# DATA EXTRACTS:
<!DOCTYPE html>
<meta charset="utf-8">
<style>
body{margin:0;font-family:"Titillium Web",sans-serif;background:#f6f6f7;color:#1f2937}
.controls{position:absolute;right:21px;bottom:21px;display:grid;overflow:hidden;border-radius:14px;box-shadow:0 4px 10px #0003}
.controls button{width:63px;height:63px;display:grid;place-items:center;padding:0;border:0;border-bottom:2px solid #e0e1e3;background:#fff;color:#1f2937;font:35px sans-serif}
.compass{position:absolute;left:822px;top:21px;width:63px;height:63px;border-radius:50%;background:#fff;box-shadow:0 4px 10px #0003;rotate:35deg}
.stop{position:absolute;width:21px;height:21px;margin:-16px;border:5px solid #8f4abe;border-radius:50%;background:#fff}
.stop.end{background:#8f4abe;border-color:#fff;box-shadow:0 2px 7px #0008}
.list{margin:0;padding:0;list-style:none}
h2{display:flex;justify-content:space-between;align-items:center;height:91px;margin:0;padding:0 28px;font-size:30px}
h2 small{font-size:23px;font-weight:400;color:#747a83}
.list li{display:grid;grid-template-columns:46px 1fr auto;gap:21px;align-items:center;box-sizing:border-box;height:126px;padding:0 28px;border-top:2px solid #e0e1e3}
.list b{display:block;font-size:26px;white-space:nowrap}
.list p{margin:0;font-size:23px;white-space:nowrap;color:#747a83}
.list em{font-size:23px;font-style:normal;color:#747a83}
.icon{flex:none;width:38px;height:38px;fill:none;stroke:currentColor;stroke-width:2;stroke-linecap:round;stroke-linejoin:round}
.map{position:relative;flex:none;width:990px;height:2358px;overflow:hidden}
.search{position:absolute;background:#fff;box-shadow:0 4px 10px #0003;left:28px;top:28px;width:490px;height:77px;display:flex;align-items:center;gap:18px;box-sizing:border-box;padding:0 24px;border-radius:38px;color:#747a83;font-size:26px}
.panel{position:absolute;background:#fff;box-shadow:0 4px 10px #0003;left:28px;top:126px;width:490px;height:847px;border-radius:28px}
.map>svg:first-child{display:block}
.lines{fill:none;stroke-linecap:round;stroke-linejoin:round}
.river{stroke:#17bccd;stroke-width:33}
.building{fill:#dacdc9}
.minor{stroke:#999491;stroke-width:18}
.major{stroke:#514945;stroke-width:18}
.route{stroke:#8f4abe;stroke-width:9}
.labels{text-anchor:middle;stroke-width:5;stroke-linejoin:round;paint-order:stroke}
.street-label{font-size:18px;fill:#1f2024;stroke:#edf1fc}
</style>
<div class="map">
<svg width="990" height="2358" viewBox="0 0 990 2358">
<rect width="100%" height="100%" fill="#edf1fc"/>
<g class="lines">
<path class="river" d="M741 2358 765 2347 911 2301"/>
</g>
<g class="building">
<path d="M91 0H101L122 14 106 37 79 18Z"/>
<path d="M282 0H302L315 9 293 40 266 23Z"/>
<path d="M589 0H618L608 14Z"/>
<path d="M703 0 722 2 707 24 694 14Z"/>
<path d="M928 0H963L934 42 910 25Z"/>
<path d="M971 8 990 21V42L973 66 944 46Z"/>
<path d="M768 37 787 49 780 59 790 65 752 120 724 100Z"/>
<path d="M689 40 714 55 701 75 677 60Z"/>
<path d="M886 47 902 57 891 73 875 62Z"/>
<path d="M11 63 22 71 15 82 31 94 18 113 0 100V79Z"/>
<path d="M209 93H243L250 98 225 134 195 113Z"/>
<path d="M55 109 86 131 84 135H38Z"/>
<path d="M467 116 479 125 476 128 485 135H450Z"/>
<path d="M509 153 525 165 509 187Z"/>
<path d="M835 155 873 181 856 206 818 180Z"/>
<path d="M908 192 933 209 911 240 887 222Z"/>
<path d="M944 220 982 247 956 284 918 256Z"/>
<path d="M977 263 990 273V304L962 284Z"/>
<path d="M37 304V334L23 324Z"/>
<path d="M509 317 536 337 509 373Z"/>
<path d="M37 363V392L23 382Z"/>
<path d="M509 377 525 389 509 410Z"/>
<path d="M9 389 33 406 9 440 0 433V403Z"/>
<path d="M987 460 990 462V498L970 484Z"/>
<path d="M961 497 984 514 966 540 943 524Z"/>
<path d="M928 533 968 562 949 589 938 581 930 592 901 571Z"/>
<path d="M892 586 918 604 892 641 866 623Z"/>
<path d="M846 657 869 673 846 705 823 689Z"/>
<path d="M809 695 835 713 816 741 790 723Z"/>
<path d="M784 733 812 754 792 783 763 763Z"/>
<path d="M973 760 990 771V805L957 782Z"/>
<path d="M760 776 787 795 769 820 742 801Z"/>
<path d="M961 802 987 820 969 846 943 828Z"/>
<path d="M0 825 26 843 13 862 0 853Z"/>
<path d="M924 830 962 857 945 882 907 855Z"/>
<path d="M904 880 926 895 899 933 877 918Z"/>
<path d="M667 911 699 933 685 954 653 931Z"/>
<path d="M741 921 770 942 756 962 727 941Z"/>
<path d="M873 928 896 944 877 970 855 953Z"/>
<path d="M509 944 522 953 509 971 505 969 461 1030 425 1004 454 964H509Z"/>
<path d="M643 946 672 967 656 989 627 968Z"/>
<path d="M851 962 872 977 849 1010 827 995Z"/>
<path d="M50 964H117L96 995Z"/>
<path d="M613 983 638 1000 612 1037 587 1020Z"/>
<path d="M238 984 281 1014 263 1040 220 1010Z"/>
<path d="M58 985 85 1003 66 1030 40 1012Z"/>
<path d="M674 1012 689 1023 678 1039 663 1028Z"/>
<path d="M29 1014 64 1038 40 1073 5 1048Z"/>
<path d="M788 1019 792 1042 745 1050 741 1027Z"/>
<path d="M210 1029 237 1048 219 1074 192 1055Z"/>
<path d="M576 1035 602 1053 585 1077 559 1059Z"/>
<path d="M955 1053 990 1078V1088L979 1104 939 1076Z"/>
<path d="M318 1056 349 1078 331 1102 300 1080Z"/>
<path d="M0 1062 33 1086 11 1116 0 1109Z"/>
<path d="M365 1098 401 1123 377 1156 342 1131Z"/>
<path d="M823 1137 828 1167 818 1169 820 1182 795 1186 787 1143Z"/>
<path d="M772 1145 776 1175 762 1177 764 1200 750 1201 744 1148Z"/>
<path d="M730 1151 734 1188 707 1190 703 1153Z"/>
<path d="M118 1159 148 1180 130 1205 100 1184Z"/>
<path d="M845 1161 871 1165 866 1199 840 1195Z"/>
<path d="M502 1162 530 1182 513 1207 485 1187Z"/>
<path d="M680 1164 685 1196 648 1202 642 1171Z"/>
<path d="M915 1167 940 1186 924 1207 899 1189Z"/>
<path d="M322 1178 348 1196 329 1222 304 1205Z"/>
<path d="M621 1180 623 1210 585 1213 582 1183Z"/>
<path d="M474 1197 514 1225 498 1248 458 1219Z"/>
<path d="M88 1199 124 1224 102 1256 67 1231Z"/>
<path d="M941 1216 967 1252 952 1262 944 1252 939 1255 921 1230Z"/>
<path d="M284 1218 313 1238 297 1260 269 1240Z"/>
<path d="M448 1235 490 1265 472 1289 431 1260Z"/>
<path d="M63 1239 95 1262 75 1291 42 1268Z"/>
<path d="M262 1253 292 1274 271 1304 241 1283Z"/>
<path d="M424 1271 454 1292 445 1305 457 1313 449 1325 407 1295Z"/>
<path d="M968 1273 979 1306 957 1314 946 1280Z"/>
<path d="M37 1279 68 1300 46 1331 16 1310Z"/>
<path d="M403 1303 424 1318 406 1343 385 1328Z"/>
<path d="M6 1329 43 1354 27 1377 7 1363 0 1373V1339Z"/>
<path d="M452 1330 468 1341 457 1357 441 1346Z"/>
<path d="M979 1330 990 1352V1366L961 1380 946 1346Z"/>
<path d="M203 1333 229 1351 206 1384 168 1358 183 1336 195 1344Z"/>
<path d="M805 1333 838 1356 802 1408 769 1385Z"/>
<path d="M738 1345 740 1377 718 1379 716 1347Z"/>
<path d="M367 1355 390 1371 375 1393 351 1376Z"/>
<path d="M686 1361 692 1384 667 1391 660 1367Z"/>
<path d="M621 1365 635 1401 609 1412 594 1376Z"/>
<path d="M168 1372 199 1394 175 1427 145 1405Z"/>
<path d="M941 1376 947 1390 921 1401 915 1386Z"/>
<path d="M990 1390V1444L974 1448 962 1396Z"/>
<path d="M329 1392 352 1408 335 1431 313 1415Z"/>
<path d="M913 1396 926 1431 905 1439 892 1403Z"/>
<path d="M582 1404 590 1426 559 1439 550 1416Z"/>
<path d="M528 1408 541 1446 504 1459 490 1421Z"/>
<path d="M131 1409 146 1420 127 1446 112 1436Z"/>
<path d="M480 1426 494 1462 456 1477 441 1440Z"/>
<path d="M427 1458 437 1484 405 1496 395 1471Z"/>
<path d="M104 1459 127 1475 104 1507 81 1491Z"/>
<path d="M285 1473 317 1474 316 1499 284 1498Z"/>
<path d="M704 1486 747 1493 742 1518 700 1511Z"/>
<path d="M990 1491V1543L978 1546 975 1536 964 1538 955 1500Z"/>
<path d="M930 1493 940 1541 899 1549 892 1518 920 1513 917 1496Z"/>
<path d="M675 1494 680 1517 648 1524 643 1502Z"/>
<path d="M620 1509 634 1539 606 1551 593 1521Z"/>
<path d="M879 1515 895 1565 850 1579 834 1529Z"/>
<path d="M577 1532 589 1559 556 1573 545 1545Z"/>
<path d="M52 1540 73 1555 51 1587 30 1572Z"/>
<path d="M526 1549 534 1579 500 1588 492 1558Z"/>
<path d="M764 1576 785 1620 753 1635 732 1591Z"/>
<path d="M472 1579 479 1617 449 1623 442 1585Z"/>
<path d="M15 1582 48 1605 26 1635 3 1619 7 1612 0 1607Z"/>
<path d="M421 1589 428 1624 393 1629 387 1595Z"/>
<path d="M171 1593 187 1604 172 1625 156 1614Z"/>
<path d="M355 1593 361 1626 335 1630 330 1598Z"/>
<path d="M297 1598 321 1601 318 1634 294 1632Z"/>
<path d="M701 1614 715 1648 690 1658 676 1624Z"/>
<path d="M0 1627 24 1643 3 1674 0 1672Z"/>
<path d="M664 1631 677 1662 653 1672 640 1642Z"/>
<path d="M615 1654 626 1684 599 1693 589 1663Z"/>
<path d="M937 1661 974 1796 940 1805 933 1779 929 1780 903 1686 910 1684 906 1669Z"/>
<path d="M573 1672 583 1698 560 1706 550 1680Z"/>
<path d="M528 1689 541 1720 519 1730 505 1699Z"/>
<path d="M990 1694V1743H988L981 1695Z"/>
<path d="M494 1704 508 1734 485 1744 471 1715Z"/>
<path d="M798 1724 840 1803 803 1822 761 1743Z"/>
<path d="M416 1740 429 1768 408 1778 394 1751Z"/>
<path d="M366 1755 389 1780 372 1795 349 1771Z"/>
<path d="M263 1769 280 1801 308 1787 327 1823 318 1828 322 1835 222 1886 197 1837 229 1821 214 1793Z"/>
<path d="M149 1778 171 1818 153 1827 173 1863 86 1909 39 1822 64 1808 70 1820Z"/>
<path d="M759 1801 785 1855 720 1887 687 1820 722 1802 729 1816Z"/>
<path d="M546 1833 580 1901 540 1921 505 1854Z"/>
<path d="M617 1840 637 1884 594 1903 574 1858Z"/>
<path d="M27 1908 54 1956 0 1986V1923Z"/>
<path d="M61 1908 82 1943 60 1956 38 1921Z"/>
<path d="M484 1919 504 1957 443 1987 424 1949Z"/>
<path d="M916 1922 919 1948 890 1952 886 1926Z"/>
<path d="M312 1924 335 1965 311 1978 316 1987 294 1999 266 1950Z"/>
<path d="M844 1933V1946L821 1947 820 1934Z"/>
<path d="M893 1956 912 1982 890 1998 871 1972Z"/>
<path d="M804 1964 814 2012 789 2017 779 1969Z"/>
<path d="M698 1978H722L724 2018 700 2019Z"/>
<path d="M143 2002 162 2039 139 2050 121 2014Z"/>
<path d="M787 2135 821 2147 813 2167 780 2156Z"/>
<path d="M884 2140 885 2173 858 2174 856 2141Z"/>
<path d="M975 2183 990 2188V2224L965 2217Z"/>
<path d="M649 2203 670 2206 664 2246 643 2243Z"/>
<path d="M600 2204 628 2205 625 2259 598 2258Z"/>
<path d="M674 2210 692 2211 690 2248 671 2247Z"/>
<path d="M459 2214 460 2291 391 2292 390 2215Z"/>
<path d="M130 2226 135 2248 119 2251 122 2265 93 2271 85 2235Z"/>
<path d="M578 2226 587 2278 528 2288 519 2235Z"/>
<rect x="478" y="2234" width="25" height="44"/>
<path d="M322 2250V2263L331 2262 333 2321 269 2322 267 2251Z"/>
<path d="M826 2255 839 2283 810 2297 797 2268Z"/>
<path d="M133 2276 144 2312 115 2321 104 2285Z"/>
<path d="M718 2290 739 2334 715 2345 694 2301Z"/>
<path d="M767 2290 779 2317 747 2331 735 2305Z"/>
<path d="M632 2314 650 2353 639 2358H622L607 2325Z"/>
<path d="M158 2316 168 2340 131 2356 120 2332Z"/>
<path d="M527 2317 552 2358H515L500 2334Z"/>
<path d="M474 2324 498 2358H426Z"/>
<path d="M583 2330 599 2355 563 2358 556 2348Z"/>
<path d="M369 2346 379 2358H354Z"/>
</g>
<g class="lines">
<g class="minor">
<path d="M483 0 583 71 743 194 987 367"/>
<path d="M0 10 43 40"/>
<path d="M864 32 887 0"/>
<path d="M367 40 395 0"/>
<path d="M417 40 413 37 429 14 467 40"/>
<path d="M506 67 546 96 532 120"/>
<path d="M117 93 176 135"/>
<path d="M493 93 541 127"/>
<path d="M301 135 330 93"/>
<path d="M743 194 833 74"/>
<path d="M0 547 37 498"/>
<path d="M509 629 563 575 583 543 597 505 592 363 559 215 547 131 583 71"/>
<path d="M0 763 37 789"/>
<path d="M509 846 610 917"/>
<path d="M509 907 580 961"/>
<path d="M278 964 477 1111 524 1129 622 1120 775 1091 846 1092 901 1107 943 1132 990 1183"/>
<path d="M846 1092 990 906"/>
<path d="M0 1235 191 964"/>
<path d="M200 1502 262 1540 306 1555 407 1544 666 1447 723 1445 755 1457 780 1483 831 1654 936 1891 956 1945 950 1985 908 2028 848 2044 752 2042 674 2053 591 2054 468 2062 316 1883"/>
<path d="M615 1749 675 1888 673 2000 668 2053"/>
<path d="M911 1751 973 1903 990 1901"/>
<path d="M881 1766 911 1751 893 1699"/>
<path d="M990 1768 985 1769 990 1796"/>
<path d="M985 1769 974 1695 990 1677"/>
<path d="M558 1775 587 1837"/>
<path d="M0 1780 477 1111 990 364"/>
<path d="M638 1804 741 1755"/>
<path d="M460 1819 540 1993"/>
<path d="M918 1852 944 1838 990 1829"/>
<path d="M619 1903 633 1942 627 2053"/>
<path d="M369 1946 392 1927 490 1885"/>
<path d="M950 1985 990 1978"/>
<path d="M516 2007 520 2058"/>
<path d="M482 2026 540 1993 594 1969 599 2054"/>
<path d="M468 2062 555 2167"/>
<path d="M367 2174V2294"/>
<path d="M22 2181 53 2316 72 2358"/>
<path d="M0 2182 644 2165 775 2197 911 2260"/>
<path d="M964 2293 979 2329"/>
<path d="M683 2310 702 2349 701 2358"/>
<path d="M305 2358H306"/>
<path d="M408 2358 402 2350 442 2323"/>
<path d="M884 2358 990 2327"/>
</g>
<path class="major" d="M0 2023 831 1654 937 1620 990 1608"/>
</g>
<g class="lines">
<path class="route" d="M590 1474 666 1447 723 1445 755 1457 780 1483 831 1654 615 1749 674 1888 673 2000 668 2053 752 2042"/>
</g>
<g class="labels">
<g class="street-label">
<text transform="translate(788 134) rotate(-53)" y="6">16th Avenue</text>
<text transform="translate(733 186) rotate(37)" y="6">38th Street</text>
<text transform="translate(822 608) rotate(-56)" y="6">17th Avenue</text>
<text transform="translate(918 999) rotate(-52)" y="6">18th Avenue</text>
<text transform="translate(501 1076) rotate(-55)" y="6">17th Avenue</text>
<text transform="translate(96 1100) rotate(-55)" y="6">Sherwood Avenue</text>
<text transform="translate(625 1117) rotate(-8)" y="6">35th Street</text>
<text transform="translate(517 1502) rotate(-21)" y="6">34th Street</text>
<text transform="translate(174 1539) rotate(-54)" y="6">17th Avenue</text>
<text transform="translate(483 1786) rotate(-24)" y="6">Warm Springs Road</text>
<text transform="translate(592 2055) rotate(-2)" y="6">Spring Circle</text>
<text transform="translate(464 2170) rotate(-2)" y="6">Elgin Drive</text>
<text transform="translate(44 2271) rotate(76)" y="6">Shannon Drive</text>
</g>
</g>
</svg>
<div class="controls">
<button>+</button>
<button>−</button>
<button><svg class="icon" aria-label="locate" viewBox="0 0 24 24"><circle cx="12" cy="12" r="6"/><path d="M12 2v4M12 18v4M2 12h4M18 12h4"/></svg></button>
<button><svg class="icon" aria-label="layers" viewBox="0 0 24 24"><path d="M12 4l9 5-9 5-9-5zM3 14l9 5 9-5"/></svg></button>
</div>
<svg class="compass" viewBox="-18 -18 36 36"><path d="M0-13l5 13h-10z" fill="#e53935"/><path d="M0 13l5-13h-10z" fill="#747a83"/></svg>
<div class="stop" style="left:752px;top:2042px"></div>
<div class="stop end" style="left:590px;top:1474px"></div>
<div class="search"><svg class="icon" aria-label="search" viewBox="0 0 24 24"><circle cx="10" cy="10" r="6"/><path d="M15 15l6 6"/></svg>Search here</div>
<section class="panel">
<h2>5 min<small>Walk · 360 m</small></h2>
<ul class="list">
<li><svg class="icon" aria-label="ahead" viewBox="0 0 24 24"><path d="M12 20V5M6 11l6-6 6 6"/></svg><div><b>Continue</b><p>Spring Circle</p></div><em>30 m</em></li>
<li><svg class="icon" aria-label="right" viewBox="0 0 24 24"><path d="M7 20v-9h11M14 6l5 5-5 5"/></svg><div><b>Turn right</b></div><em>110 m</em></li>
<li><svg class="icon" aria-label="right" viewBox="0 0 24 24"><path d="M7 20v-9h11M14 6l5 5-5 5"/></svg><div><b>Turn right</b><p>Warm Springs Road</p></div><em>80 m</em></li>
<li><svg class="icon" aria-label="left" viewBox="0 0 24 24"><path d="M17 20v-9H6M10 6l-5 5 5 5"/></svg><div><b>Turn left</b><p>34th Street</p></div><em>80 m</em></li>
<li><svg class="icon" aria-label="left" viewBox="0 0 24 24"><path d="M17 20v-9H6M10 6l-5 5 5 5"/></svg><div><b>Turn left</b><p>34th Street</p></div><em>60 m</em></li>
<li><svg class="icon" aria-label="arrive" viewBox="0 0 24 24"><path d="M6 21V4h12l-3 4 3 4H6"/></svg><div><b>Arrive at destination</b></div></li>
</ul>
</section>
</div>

# ACTION ITEM:
Each line above that has the word "block" should be copied.

# EXERCISE RESPONSE:
.list b{display:block;font-size:26px;white-space:nowrap}
.map>svg:first-child{display:block}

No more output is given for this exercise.